» Your objective
The number of lines holding the string "weight" is all that is wanted; count them in the records below.

(Stored data)
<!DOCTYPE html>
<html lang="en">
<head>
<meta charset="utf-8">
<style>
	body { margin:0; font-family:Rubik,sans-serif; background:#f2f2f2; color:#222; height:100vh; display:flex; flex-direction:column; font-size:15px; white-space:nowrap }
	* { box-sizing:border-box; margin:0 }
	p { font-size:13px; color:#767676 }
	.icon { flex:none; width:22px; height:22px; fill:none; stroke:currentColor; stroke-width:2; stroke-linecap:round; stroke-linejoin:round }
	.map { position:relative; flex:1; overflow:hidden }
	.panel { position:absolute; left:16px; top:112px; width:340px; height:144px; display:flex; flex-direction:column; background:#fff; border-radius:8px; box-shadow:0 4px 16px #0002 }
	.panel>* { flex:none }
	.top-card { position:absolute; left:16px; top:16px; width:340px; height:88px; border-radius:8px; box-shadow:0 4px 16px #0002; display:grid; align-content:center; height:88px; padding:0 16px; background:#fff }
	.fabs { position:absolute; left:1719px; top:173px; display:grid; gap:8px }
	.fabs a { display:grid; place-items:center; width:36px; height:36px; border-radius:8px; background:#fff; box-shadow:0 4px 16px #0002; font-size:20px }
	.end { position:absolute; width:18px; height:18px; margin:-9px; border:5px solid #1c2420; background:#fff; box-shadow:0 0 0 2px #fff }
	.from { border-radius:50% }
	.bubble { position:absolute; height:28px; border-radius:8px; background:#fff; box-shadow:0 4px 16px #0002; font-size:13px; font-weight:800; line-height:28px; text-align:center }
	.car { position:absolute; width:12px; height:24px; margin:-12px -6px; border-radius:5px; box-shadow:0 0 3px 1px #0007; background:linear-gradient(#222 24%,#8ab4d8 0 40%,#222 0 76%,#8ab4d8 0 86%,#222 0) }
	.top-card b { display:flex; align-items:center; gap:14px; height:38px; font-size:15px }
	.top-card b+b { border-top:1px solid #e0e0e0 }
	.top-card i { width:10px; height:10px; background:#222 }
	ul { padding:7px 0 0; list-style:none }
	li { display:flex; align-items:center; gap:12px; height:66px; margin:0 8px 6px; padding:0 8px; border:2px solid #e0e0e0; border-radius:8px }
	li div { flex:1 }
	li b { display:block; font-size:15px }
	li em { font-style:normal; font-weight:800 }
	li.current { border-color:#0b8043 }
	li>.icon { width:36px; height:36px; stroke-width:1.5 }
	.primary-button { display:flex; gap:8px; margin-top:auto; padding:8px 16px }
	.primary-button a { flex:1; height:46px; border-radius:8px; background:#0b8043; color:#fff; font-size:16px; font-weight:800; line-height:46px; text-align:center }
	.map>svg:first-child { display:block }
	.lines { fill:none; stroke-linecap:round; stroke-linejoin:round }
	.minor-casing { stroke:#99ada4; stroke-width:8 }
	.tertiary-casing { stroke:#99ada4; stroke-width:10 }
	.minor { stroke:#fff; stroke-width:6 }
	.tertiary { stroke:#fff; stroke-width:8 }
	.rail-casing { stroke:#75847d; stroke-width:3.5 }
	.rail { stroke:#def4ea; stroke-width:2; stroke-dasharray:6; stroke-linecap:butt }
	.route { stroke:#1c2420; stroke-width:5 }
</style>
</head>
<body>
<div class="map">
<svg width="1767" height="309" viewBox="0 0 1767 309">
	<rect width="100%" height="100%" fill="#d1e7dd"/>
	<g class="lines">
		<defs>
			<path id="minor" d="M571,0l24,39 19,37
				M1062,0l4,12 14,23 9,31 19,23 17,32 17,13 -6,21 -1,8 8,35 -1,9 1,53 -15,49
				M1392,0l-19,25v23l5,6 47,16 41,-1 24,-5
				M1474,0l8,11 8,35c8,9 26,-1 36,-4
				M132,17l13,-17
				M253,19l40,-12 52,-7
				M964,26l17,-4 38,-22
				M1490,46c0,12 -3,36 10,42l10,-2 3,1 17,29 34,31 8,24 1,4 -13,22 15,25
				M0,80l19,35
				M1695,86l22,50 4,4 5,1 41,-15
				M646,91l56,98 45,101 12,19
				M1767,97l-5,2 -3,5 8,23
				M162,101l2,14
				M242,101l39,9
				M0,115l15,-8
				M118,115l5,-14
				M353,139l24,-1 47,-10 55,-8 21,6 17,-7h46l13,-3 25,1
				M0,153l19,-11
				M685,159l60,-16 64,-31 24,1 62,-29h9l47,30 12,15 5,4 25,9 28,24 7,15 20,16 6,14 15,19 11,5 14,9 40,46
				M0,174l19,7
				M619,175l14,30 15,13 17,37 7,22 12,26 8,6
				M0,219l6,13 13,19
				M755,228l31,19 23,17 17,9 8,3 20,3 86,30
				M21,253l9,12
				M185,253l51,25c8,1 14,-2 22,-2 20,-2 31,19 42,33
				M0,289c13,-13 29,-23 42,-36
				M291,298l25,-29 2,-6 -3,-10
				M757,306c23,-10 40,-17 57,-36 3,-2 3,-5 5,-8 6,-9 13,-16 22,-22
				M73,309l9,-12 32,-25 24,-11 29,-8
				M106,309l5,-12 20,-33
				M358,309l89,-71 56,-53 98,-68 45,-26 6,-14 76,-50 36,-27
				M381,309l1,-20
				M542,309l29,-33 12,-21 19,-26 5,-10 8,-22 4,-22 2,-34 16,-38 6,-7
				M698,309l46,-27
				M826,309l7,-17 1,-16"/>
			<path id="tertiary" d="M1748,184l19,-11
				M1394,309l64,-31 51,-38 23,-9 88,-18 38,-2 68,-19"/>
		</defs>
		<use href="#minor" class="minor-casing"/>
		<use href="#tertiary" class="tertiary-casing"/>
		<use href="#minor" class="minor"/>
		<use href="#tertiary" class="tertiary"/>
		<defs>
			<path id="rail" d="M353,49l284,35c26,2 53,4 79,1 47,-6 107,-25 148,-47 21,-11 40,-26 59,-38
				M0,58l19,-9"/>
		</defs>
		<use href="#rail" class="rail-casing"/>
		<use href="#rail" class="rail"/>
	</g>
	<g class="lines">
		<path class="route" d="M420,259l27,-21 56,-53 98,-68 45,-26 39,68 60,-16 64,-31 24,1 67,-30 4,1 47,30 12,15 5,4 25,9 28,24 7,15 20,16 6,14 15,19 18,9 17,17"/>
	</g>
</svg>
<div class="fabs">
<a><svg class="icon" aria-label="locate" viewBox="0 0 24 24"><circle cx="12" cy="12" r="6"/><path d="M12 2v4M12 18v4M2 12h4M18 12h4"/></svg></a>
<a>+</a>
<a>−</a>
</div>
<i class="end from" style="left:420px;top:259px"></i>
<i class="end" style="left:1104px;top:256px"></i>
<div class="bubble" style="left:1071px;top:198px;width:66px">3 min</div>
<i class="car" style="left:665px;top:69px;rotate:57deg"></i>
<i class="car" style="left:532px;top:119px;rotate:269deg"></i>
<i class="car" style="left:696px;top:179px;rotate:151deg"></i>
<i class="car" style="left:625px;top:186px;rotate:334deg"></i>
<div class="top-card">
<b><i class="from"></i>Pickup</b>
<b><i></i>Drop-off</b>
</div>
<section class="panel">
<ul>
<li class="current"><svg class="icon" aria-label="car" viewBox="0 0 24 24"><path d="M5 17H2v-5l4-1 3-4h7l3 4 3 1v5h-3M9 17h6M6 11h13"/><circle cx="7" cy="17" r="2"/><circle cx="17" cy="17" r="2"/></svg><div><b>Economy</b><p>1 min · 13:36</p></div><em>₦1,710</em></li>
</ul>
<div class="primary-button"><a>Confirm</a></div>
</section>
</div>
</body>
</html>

» Result below
3